TASK: Every line that contains the word "they" is to be copied from the listing.

DATA SECTION:
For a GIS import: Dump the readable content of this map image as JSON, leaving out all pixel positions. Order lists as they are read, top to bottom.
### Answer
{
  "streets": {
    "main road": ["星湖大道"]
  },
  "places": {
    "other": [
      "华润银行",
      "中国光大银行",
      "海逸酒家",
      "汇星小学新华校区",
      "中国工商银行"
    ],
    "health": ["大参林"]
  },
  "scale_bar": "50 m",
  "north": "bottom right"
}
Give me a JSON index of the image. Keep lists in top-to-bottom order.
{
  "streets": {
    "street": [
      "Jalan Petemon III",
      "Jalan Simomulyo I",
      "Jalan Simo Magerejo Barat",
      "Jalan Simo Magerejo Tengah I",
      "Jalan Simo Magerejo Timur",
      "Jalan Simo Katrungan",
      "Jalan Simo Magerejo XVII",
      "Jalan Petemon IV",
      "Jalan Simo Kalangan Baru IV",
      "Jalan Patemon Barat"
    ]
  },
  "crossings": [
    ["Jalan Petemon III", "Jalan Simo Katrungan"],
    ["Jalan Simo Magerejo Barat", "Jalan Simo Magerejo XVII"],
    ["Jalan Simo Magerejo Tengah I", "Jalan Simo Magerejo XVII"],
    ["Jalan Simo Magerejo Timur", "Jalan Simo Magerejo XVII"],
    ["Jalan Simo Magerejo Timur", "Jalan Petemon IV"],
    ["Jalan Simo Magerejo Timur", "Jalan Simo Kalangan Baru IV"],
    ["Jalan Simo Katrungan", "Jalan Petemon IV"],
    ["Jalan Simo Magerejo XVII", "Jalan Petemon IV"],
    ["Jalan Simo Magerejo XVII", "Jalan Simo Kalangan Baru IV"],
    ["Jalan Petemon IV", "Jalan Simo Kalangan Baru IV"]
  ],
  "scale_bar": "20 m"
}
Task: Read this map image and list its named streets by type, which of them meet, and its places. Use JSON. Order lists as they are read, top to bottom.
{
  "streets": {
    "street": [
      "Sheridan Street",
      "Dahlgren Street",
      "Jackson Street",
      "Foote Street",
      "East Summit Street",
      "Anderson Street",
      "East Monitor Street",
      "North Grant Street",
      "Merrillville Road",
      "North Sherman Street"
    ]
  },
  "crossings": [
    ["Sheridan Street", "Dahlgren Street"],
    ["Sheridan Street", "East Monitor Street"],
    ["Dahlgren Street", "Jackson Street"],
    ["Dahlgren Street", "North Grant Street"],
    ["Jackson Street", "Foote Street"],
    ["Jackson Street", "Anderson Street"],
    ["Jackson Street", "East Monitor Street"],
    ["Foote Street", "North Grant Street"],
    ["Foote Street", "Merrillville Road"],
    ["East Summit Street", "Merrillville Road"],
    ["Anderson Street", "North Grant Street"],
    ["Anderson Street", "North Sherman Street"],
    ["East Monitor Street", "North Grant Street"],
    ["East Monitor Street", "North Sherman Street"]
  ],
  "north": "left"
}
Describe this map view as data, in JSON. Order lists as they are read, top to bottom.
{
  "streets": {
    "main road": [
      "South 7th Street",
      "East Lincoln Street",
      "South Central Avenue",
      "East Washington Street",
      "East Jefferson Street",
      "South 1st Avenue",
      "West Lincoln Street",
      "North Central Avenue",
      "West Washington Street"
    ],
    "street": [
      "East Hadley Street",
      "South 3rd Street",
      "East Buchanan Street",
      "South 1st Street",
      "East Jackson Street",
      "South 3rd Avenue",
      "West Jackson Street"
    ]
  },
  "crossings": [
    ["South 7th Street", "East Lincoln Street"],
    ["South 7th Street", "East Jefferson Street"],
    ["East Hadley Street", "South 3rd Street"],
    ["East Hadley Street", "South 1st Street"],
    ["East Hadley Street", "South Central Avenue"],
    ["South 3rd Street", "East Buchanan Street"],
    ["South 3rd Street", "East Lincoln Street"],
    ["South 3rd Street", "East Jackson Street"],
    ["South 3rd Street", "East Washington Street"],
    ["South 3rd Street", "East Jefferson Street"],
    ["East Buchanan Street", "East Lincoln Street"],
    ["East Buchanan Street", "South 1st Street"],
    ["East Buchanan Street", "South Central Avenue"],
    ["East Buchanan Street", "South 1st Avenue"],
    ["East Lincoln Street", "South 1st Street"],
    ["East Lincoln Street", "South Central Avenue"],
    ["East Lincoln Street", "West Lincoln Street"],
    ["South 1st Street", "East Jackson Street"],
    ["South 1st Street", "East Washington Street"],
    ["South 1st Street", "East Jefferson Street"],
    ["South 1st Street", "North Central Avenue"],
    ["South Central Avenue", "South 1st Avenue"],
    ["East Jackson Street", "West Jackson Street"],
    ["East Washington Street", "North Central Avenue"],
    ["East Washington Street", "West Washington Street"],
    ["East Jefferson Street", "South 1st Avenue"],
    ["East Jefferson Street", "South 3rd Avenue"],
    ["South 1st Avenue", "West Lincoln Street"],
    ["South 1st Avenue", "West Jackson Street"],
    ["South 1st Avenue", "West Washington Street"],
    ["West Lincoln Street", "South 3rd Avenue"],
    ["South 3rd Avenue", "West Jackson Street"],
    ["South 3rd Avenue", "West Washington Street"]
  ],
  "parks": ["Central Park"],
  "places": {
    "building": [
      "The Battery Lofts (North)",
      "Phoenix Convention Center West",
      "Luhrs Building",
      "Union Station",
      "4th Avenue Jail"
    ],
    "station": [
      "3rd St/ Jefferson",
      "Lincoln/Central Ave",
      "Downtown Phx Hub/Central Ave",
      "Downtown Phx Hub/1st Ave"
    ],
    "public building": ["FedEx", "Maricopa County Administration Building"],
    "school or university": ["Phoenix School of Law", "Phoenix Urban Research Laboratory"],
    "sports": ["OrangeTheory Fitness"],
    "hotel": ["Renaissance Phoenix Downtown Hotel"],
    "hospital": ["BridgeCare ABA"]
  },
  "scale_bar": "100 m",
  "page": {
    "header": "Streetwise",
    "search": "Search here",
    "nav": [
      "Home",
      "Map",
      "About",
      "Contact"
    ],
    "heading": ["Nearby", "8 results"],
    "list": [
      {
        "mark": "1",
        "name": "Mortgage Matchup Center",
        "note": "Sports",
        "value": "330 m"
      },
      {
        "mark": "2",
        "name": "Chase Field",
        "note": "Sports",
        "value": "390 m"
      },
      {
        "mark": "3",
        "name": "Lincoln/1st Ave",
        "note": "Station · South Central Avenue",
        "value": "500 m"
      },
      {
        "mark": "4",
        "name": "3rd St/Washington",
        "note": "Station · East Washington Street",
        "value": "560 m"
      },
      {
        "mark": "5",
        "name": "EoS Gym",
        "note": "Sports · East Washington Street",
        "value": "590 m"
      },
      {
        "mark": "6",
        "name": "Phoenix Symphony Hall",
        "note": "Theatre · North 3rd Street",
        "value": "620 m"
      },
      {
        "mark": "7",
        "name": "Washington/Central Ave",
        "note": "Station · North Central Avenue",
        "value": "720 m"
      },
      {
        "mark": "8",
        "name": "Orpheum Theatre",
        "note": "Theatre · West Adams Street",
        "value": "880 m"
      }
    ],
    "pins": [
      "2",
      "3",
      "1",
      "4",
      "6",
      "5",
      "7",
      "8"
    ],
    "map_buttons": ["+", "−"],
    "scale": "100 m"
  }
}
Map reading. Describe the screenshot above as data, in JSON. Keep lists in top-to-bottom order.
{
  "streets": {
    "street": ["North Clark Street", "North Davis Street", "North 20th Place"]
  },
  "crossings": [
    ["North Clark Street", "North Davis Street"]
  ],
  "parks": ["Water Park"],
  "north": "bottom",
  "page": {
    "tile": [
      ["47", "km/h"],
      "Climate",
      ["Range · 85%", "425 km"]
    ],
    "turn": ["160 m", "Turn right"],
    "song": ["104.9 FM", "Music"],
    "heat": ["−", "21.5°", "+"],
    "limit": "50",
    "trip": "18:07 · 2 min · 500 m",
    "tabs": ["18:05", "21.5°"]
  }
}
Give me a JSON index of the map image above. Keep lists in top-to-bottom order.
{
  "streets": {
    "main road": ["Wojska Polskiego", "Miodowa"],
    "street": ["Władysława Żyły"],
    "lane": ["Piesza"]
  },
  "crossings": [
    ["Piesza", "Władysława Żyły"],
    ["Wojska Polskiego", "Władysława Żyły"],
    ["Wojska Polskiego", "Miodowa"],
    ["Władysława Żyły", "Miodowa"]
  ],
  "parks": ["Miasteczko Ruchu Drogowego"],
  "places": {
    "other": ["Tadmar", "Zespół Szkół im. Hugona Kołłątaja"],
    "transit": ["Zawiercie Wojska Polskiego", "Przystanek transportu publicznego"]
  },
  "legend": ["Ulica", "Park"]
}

RESPONSE BOX:
For a GIS import: Dump the readable content of this map image as JSON, leaving out all pixel positions. Order lists as they are read, top to bottom.
Task: Read this map image and list its named streets by type, which of them meet, and its places. Use JSON. Order lists as they are read, top to bottom.
Describe this map view as data, in JSON. Order lists as they are read, top to bottom.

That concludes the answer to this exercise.